WHAT YOU SHOULD DO:
Once you have checked each line below, report only the number of lines that contain the word "Paulo".

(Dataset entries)
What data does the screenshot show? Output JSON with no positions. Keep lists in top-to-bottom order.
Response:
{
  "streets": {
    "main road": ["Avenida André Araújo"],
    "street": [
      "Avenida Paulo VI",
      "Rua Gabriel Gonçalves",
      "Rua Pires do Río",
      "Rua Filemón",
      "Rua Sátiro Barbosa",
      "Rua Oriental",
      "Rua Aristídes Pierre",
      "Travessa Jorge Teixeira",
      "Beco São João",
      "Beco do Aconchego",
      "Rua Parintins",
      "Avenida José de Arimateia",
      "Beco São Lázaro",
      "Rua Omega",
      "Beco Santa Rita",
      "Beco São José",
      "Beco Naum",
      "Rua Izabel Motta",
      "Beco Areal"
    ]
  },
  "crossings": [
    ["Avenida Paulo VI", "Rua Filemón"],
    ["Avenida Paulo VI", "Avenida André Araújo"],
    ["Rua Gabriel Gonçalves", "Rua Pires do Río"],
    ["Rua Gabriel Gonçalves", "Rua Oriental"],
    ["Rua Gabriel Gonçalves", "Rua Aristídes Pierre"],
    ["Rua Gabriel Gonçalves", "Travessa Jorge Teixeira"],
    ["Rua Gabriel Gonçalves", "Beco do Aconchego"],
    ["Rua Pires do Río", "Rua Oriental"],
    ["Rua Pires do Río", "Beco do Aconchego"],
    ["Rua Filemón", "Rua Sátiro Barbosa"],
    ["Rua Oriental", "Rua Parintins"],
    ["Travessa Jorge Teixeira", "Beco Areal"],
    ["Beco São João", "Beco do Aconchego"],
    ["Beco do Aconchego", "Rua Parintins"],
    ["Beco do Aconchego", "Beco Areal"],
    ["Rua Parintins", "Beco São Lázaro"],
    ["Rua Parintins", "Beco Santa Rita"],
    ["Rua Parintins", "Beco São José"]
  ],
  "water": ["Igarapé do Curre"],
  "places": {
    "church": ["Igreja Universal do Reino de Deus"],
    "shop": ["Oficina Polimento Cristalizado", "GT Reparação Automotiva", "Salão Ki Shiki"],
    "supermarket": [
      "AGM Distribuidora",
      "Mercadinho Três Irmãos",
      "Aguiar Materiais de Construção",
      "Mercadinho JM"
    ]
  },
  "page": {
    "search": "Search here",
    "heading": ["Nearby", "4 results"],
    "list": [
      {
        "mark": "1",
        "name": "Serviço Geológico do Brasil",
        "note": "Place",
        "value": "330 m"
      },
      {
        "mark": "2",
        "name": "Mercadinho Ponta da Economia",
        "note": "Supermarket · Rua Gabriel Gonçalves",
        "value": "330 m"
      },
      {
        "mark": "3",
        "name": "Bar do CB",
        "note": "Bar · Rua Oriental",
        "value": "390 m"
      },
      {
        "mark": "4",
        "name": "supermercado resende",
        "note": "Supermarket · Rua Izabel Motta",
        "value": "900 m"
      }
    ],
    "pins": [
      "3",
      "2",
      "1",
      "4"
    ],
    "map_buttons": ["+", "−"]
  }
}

REPLY:
3